The Senate Committee on Devolution and Intergovernmental Relations says that counties could have saved billions of shillings paid to third parties, had they have embraced alternative dispute resolution mechanisms or utilised the office of the County Attorney.
Homa Bay Senator Moses Kajwang’, who chairs the committee, accused devolved units of not only failing to utilise the office of the county attorney to settle court cases but also shying away from embracing alternative dispute resolutions.
“There is credible information that has reached my committee that various instances when these monies are paid to lawyers as legal fees, they are quickly shared out to people who caused the payment,” Kajwang told journalists at Parliament Buildings.
“We want to find out why county governments still incur huge legal expenditures, yet parliament has provided them with a legal framework to engage county attorneys that can reduce their exposure to legal fees,” he added.
Citing a report by the Intergovernmental Relations Technical Committee (IGTRC) on the impact cost of legal fees commissioned by President Uhuru Kenyatta, the Homa Bay lawmaker said it has proposed that if counties utilise alternative dispute resolution, they can save billions of shillings that they are currently paying to third parties.
The Auditor General’s report for 2019/2020 financial years has fingered devolved units for outsourcing legal services at exorbitant prices.
For instance, during the year under review, the Wajir county government paid Sh21.2 million as legal fees to law firms.
However, an examination of payment records and other supporting documents revealed an amount of Sh17.6 million was paid to one company.

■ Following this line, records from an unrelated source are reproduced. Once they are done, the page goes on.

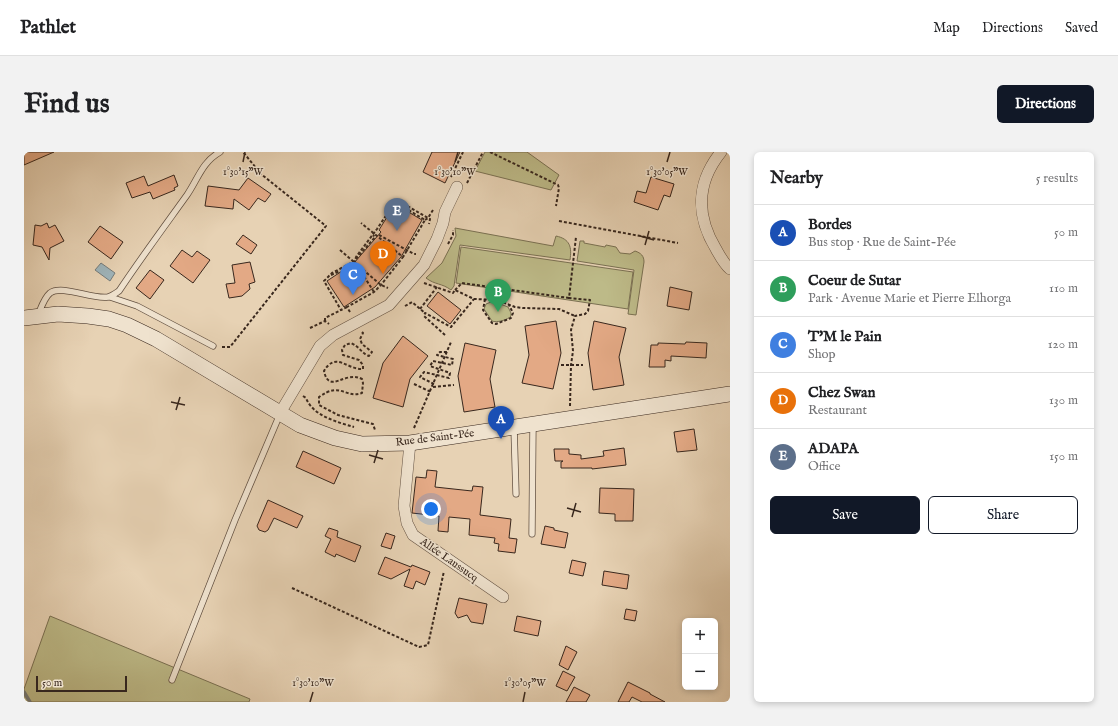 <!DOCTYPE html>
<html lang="en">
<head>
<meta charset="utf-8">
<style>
	body { margin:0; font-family:"IM FELL English",serif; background:#f2f2f2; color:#202124 }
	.controls { position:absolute; right:12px; bottom:12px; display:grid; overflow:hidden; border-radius:6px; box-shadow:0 2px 6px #0003 }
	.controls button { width:36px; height:36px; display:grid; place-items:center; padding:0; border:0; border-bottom:1px solid #e0e0e0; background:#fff; color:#202124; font:20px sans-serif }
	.scale { position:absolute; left:12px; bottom:10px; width:91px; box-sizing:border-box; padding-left:4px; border:2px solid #38271d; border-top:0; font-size:11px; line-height:14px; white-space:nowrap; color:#38271d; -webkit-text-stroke:3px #efe2ce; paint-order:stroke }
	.you { position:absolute; left:407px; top:357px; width:14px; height:14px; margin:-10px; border:3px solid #fff; border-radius:50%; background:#1a73e8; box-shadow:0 0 0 6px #1a73e833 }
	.badge { display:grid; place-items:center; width:26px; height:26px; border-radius:50%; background:#111827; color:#fff; font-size:13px; font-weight:700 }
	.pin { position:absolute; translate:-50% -33px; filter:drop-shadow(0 1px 2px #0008) }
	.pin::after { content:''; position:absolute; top:21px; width:14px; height:12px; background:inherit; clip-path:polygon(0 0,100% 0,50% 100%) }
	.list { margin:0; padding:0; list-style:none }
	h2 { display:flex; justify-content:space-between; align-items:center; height:52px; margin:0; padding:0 16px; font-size:17px }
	h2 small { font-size:13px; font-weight:400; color:#757577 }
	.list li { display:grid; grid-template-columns:26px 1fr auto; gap:12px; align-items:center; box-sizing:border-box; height:56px; padding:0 16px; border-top:1px solid #e0e0e0 }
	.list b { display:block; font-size:15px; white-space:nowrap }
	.list p { margin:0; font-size:13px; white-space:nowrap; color:#757577 }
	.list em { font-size:13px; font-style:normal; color:#757577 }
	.actions { display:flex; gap:8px; padding:12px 16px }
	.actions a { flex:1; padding:9px 0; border:1px solid #111827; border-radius:6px; text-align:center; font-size:14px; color:#111827 }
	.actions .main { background:#111827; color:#fff }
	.map { position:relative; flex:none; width:706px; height:550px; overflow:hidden; border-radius:6px }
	header { display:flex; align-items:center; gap:24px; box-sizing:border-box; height:56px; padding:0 20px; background:#fff; border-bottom:1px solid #e0e0e0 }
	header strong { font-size:19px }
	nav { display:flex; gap:22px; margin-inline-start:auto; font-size:14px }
	.intro { display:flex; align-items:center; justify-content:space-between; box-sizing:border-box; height:96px; padding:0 24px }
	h1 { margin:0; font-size:28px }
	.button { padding:10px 18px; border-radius:6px; background:#111827; color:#fff; font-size:14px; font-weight:700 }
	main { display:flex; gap:24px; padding:0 24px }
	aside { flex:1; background:#fff; border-radius:6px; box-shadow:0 2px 6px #0003 }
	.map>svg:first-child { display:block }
	.green { fill:#bdba88; stroke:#7a7052 }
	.water { fill:#9eb4ba; stroke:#757c7b }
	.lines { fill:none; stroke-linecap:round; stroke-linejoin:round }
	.stream { stroke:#757c7b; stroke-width:3.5 }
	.building { fill:#e3a985; stroke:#38271d }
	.service-casing { stroke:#645243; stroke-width:7 }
	.minor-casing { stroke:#645243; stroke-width:12 }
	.secondary-casing { stroke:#38271d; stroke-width:16 }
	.path { stroke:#38271d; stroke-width:2; stroke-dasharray:3 2; stroke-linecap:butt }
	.service { stroke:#efe2ce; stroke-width:5.5 }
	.minor { stroke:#efe2ce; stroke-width:11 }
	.secondary { stroke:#efe2ce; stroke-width:15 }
	.ticks { fill:none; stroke:#38271d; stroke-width:1.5 }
	.labels { text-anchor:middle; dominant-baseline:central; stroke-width:3; stroke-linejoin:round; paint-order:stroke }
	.street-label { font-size:11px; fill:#38271d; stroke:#efe2ce }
	.ticks-label { font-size:10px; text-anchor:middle; fill:#38271d; stroke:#efe2ce; stroke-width:3; stroke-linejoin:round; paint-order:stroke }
</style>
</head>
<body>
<header>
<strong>Pathlet</strong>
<nav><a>Map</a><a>Directions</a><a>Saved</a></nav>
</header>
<div class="intro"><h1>Find us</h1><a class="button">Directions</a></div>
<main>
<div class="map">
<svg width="706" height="550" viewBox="0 0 706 550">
	<rect width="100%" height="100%" fill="#e7d2b4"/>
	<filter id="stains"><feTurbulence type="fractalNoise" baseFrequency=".005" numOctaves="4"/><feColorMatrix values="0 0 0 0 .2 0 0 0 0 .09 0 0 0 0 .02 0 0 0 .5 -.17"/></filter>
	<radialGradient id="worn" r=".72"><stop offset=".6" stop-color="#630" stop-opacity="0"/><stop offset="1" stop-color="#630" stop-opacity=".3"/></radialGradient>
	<g class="green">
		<path d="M461 0H503L535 23 527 38 451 19Z"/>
		<path d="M431 76 529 94 532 84C546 87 548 95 546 108L436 93 430 134 427 138C418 131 411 133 402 126L418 111 432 84Z"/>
		<path d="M556 89H560V91L581 95 582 93 592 95 596 101 606 102 611 99C617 101 620 104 620 110L612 163 604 162 610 118 553 109Z"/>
		<path d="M437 95 609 120 604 157 432 131Z"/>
		<path d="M467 150H471L484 155 487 161V164C484 168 472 171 468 169L460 157 462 152Z"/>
		<path d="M26 464 226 547 225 550H0V537Z"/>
	</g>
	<path class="water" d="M77 111 91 121 86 129 71 118Z"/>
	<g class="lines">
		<path class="stream" d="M0 540 6 550"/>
	</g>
	<g class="building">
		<path d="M0 0H30L0 13Z"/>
		<path d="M408 0H436L421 31 399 20Z"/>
		<path d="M150 23 154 34 150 36 151 38 129 47 126 40 108 46 102 31 120 24 124 34Z"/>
		<path d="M627 25 650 32 646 45 640 43 634 58 610 50 613 39 622 41Z"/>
		<path d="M224 26 247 42 241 50 234 46 225 58 210 47 209 57 181 54 184 34 215 38Z"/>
		<path d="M371 52 398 68 377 105 351 135 320 155 303 129 330 111 357 80 355 78Z"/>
		<path d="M23 71 25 76 31 73 40 89 26 96 25 108 18 95 9 93 11 73 17 74Z"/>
		<path d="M76 74 99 90 87 107 64 90Z"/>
		<path d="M219 83 233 93 227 102 212 92Z"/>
		<path d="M158 98 168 105 173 99 186 108 169 131 146 114Z"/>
		<path d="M226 110 231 130 225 132 226 137 218 144 205 146 202 132 211 131 208 113Z"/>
		<path d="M126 118 140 128 126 147 112 136Z"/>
		<path d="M646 135 668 140 665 158 643 154Z"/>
		<path d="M414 140 437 158 426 172 403 154Z"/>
		<path d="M532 169 537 201 529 237 498 231 505 203 501 174Z"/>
		<path d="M570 169 602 176 595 205 600 233 569 238 564 201Z"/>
		<path d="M379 184 404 204 386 227 379 255 349 246 359 211Z"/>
		<path d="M662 190 683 191 682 206 647 204V209L641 208V215H625L627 193H634V191L661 192Z"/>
		<path d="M441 191 472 198 466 227 471 255 440 260 434 224Z"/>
		<path d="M670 277 673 298 653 300 650 280Z"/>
		<path d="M600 296 602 313 568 317V316H537V310L539 309H531L530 297H545V302L557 303V307L580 304 579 299Z"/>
		<path d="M279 299 317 316 310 332 272 315Z"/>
		<path d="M403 318 413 319 411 335 448 339 449 334 459 335 456 363 487 367 485 386 493 387 491 401 474 399 475 392 470 391 471 386 445 383 446 367 425 365 424 380 414 379 415 364 388 361 392 325 402 326Z"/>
		<path d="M576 336 610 337 609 369H591V362L575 361Z"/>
		<path d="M244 348 279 364 273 376 250 366 244 378 241 380 235 378 233 374Z"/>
		<path d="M521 374 530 376V378L544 381 541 396 517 392Z"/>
		<path d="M305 376 314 379 313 385 337 394 331 410 312 402 311 405 301 400 307 387 301 384Z"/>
		<path d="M362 381 371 384 367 397 357 394Z"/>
		<path d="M361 405 387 415 388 413 406 420 401 433 392 429 389 437 380 434 386 417 367 427 354 422Z"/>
		<path d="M548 408 562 411 559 424 545 421Z"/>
		<path d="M580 419 605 423 603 437 578 433Z"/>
		<path d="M435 446 463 452 459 472 447 470 443 463 434 466 431 461Z"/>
		<path d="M602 457 613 459 611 469 600 467Z"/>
		<path d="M493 464 517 469 514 484 490 479Z"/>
		<path d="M542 494 553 500 544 518 535 513Z"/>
		<path d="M539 519 551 525 543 539 532 534Z"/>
		<path d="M604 530 626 541V542L641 550H618L608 545 605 550H594Z"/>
		<path d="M550 535 566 543 562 550H542Z"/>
	</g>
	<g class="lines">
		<g class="service-casing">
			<g id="service">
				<path d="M86 145 113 154 189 194"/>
				<path d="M14 163C17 156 20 146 26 141 38 132 69 148 84 145 88 144 92 141 95 139 117 106 140 75 163 43 174 27 178 10 196 0"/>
				<path d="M490 276 492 342"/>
				<path d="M508 382 509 273"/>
				<path d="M148 528 211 368 256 262"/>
			</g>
		</g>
		<g class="minor-casing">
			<g id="minor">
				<path d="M697 0C672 31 672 64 692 97 696 104 700 112 706 117"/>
				<path d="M256 261 296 194 309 183 365 153 400 113 413 87 419 71 421 60 433 35"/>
				<path d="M386 291 380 354 383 371 389 383 479 445"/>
			</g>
		</g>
		<g class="secondary-casing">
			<path id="secondary" d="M0 166 34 162 64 164 85 167 103 173 132 187 276 273 311 286 338 292 386 291 706 242"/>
		</g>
		<g class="path">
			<path d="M466 0 534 33 535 36 532 54"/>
			<path d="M427 25 439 0"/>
			<path d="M443 31 459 0"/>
			<path d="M371 50 373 48 404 66 406 67 405 72"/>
			<path d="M401 68 404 66 409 58"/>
			<path d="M535 69 654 91"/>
			<path d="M355 83 390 102H392"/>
			<path d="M424 92 429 83V78"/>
			<path d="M316 98 357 133 364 136"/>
			<path d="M332 107 351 85 349 83"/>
			<path d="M332 112 350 140"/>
			<path d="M307 123 316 119"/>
			<path d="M400 131 429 141 431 138 450 147 473 148 491 155 499 156 535 157 551 164"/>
			<path d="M431 138 438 131 545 146"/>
			<path d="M461 147 459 158 468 171 472 172 487 166 489 161 485 153"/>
			<path d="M381 154 388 150 401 161"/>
			<path d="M323 155 317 158 300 129 308 121 331 109 332 105 353 77 371 50 401 68 379 105"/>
			<path d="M396 157 413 135"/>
			<path d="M326 160 323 155 350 140 357 133 379 105 337 71"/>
			<path d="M301 169V166L317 158"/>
			<path d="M286 176 301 169 305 172"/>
			<path d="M338 180 339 181 336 187 338 192 348 200 345 204C337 201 336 195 327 191L321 193 318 198 319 203 335 208 339 213V217C323 218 312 199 300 219 305 243 321 218 338 227L339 231 338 241C321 247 317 229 295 245V253L314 263 349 272 351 278"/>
			<path d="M421 183 400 164 401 161 427 175 450 147"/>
			<path d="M198 195H206L302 74 237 22 219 0"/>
			<path d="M537 213H559"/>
			<path d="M390 232 407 240"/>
			<path d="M410 232 396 225 400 220 425 226 426 221 406 214 409 209 428 213 429 207 413 203 416 200H424"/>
			<path d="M409 235 430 233"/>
			<path d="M279 244 282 246C289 264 313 270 330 275"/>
			<path d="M546 254 547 213 549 199 547 178 551 164 561 162 564 159 566 148 545 146 552 85"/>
			<path d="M390 276 427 190"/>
			<path d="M268 436 395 495 404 493 420 419"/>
		</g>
		<use href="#service" class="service"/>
		<use href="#minor" class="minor"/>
		<use href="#secondary" class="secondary"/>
	</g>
	<path class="ticks" d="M219 10 221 0M431 10 434 0M643 10 646 0M616 84 630 88M621 93 625 79M147 250 161 253M152 258 156 245M345 303 359 307M350 311 354 298M543 356 557 360M548 365 552 351M286 550 289 540M499 550 501 540"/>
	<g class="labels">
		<g class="street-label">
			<text transform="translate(411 286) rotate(-7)">Rue de Saint-Pée</text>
			<text transform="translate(425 408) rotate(35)">Allée Laussucq</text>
		</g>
	</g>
	<g class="ticks-label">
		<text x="219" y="23">1°30'15"W</text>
		<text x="431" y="23">1°30'10"W</text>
		<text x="643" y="23">1°30'05"W</text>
		<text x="289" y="534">1°30'10"W</text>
		<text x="501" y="534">1°30'05"W</text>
	</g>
	<rect width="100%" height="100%" filter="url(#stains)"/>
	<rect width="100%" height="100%" fill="url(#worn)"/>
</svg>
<div class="controls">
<button>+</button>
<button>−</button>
</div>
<div class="scale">50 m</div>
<div class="you"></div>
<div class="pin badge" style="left:477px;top:287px;background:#1a4fb4">A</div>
<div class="pin badge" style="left:474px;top:160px;background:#2e9e5b">B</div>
<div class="pin badge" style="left:329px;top:143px;background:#3f7fe0">C</div>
<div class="pin badge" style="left:359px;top:122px;background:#e8710a">D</div>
<div class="pin badge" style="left:373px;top:79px;background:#5c6f8a">E</div>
</div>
<aside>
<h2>Nearby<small>5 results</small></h2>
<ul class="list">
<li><span class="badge" style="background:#1a4fb4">A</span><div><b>Bordes</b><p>Bus stop · Rue de Saint-Pée</p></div><em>50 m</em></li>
<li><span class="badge" style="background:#2e9e5b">B</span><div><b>Coeur de Sutar</b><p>Park · Avenue Marie et Pierre Elhorga</p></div><em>110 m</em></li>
<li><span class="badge" style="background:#3f7fe0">C</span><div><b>T'M le Pain</b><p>Shop</p></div><em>120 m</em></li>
<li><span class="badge" style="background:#e8710a">D</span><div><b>Chez Swan</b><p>Restaurant</p></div><em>130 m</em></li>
<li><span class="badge" style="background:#5c6f8a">E</span><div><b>ADAPA</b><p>Office</p></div><em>150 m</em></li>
</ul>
<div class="actions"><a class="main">Save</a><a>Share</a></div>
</aside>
</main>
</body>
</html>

According to the Auditor General, this implied that most of the legal cases were handled by one firm although there were 20 law firms pre-qualified.
Further, a firm that was not on the prequalified list under the provision of legal services was directly engaged and paid Sh3.4 million.
“Under the circumstances, it was not possible to ascertain whether the law firm met the eligibility and capability criteria as provided under section 71 (2) of the public procurement and asset disposal act 2015,” the audit says.
In Kisii county, a review of the legal documents from the county attorney’s office revealed that various court cases were pending against the Kisii county government some of which were inherited from the defunct local authority.
Out of these, 12 were ruled against the devolved unit and the plaintiffs or claimants awarded Sh76 million.
However, the county government has so far not settled the court awards and no evidence was adduced on any appeals on the matters.